A three-member special bench of the Supreme Court sought on Wednesday the details of the people who were acquitted or benefited from the National Accountability Ordinance (NAO) during the tenure of former prime minister Imran Khan.
During hearing of a petition filed by Imran Khan against the recent amendments to the NAO, the bench dispelled the impression that if the National Accountability Bureau (NAB) was abolished, the rule of law would end in the country, saying that there were other laws, which could deal with the crimes.
The bench, led by Chief Justice Umar Ata Bandial and comprising Justice Mansoor Ali Shah and Justice Ijazul Ahsan, heard the petition. Makhdoom Ali Khan, the lawyer of the federal government, pointed out that during the three-and-a half-year tenure of the PTI government five ordinances were issued to amend the NAB law.
The chief justice said that after the latest NAB amendments 386 cases were returned by the accountability courts. On that Makhdoom Ali Khan repeated Justice Ahsan’s query that out of those 386 cases, how many were the parliament members.
Khan requested the bench that five NAB ordinances were promulgated by the PTI government therefore, the court should enquire how many NAB references were returned and people were acquitted in that period.
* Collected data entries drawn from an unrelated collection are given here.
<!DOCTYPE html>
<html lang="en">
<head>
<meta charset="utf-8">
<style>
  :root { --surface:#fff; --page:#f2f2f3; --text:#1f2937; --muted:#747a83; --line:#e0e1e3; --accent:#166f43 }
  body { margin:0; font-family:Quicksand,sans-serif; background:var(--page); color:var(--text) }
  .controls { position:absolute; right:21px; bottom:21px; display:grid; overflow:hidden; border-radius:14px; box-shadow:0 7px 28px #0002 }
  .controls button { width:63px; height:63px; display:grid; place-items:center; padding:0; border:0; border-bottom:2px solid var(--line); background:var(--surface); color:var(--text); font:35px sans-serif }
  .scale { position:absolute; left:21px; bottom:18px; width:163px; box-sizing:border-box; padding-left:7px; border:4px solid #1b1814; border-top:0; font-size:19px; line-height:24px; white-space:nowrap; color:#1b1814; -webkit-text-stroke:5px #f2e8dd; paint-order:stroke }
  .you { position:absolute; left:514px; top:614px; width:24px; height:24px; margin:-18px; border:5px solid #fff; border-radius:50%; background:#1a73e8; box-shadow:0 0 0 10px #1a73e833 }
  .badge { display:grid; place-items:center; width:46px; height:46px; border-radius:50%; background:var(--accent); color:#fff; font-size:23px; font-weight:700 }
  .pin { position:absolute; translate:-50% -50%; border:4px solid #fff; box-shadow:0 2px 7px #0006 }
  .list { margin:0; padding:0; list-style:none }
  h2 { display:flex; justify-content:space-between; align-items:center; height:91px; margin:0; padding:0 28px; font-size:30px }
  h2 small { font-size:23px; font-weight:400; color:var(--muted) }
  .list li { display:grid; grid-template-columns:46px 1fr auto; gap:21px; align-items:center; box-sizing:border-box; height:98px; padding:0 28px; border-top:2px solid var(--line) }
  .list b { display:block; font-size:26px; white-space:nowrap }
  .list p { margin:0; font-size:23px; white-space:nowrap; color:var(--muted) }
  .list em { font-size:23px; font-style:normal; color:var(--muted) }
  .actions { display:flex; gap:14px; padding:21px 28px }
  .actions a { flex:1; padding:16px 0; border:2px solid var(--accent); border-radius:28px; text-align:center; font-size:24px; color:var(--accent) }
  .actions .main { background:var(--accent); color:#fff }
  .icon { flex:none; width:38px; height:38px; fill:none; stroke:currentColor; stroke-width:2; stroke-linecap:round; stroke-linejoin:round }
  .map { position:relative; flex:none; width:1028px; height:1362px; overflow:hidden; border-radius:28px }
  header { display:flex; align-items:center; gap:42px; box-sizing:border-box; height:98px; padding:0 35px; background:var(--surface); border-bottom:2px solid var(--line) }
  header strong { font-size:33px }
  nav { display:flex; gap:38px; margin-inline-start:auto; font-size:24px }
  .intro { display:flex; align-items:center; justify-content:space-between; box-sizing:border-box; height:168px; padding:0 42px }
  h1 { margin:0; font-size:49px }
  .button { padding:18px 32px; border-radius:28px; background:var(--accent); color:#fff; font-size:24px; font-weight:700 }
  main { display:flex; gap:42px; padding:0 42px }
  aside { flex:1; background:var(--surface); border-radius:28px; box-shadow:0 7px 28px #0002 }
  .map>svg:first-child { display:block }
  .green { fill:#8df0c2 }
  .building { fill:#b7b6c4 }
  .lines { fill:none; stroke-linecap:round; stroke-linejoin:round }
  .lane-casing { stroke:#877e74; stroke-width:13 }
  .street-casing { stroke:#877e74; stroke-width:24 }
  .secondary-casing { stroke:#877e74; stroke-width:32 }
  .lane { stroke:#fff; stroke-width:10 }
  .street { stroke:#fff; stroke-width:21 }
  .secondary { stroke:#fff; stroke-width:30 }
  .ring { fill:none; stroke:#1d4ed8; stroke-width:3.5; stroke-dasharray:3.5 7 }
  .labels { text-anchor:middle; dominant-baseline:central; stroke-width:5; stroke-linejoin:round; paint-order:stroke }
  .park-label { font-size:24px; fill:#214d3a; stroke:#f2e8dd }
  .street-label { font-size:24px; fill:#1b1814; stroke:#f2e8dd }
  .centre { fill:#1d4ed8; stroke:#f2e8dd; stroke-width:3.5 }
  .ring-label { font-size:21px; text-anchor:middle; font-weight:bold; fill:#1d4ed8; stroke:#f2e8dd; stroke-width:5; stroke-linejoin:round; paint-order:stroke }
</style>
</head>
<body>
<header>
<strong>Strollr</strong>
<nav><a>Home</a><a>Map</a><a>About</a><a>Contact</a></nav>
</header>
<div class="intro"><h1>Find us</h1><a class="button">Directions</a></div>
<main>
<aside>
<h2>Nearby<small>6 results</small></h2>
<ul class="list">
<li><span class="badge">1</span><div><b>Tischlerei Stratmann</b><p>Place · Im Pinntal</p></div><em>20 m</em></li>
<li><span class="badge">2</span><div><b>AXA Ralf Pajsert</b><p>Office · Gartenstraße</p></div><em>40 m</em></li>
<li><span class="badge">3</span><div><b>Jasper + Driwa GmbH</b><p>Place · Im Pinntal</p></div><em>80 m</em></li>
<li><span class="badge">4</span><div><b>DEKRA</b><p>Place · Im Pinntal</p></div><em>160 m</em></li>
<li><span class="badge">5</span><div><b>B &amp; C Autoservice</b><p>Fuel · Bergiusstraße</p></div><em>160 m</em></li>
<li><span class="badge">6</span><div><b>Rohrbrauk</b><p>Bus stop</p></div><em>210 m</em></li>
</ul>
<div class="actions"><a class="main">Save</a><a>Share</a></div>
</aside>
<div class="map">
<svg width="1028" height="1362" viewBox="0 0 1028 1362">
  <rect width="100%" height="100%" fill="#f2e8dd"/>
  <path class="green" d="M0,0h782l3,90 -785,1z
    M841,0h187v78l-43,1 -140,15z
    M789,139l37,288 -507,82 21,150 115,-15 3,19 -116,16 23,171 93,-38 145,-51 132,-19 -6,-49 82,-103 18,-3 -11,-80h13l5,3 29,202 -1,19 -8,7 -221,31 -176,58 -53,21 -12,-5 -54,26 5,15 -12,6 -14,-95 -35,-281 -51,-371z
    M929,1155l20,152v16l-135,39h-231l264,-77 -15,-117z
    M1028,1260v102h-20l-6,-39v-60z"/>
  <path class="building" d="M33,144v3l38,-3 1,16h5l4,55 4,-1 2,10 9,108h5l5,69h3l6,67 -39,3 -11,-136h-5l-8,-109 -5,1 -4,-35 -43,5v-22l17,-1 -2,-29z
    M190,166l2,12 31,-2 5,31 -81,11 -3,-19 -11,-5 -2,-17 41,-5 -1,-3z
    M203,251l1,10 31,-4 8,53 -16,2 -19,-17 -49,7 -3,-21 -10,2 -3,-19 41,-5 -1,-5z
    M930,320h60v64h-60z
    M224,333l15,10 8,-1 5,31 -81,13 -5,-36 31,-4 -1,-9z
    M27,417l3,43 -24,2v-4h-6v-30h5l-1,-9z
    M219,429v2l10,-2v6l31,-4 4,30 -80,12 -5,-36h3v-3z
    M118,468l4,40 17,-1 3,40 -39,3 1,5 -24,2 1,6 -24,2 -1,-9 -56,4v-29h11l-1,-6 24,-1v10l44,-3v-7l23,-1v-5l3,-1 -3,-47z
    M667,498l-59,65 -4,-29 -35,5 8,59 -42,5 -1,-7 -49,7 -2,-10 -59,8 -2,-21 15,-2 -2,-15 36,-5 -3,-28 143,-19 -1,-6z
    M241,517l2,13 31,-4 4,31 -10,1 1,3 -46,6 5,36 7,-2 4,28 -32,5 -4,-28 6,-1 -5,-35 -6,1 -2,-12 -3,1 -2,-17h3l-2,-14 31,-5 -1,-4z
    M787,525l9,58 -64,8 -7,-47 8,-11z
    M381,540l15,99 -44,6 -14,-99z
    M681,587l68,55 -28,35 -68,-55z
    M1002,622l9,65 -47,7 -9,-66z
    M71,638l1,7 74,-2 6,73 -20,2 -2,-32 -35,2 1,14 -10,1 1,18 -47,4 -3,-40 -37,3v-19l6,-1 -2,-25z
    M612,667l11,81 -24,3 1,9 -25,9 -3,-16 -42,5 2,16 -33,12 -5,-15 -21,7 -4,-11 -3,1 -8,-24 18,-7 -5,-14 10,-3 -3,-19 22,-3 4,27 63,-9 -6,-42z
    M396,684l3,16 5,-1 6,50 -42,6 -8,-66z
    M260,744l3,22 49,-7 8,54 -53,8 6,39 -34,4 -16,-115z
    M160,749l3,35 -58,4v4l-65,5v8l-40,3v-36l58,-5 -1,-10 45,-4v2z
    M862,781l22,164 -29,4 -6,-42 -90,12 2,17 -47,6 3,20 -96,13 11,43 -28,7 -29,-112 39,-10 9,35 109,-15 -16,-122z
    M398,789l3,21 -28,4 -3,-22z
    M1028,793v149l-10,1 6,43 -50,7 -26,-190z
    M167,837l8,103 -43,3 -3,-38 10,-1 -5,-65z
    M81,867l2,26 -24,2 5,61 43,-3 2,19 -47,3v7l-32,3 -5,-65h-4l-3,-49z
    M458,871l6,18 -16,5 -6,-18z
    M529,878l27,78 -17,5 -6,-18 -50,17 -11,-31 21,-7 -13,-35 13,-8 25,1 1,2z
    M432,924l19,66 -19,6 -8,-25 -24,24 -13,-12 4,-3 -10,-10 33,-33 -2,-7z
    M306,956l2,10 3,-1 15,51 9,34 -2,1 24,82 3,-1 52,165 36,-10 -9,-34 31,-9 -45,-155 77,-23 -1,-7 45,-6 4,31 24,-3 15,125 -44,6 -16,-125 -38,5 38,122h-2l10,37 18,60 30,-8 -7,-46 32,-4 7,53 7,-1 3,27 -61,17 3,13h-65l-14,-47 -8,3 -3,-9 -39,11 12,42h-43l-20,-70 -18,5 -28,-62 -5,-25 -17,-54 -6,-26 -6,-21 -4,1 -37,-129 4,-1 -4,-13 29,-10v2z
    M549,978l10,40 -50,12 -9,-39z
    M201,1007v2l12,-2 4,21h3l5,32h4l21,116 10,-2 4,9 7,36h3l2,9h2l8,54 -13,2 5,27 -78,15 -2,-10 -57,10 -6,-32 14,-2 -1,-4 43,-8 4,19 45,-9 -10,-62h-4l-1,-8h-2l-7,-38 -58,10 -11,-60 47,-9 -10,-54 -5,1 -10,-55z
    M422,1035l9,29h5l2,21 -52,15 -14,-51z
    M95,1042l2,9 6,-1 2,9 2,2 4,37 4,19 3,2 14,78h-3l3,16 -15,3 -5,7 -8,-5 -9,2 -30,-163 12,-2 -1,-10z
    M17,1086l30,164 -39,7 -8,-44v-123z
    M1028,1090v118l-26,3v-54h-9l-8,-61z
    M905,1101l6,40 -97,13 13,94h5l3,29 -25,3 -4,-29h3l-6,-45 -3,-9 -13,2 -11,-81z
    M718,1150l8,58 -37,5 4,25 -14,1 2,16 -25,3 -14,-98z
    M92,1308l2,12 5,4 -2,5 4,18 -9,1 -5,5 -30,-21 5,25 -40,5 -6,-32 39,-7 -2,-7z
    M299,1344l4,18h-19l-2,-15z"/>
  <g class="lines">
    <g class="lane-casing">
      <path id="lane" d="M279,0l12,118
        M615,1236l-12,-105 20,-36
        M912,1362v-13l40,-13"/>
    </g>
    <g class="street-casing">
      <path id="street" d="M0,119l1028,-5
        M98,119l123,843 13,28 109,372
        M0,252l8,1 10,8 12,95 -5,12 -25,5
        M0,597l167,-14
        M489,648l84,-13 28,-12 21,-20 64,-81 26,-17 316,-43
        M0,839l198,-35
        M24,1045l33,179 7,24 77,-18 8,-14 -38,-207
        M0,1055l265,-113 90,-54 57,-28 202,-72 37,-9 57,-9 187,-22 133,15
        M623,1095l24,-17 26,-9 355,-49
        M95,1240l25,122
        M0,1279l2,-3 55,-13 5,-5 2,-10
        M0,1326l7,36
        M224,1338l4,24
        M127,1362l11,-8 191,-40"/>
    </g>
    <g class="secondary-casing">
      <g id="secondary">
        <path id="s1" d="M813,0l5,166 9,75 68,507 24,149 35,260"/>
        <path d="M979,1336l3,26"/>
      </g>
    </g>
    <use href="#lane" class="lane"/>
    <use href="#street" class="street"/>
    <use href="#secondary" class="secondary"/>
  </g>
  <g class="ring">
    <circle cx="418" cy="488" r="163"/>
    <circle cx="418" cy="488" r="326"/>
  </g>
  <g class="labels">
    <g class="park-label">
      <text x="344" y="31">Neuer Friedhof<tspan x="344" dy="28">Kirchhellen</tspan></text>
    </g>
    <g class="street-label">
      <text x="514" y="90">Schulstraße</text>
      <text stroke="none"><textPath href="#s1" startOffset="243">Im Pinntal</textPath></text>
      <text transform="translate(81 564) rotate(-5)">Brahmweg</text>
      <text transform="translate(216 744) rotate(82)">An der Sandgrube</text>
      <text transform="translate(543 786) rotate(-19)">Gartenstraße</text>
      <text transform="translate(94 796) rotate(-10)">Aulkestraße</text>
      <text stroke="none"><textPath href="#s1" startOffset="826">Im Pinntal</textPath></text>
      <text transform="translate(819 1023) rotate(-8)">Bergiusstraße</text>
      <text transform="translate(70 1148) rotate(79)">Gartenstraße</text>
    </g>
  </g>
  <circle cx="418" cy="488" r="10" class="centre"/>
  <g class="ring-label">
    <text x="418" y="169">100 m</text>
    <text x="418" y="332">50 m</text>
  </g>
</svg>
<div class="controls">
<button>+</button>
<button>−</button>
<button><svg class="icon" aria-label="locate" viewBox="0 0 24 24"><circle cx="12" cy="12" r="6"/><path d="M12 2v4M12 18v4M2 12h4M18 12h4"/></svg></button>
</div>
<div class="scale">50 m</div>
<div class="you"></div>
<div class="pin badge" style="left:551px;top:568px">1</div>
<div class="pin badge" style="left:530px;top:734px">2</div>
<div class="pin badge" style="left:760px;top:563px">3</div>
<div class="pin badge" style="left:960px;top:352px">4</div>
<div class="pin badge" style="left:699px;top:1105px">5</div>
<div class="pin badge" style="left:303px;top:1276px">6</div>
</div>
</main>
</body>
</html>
He added that the court should also ask who among the accused were acquitted after those ordinances.
The federal government’s lawyer told the court that the recent amendments to the NAB law were the continuation of the old law and requested the bench not to limit itself just to those 386 cases, which had been returned back to NAB.
The chief justice directed the lawyer to inform the court, which questions were to be put to NAB. Khan replied that NAB should tell the court that how many references were returned under the PTI-era ordinances; how many people were acquitted; and how many applications for acquittal were returned by the trial courts.
Sitting on the bench, Justice Ahsan raised the question, how could the recent amendments be applied from the past, especially after the convictions in NAB cases, adding that the recent amendments to the NAB Act had a broad amnesty. “It can’t be that the NAB Act is amended and applied from 1985.”
Justice Shah said that even if NAB was abolished, there were other laws to deal with the crimes. It would not be correct to say that those who were acquitted in NAB cases would go home, he added. Later, the hearing of the case was adjourned till January 19 (today).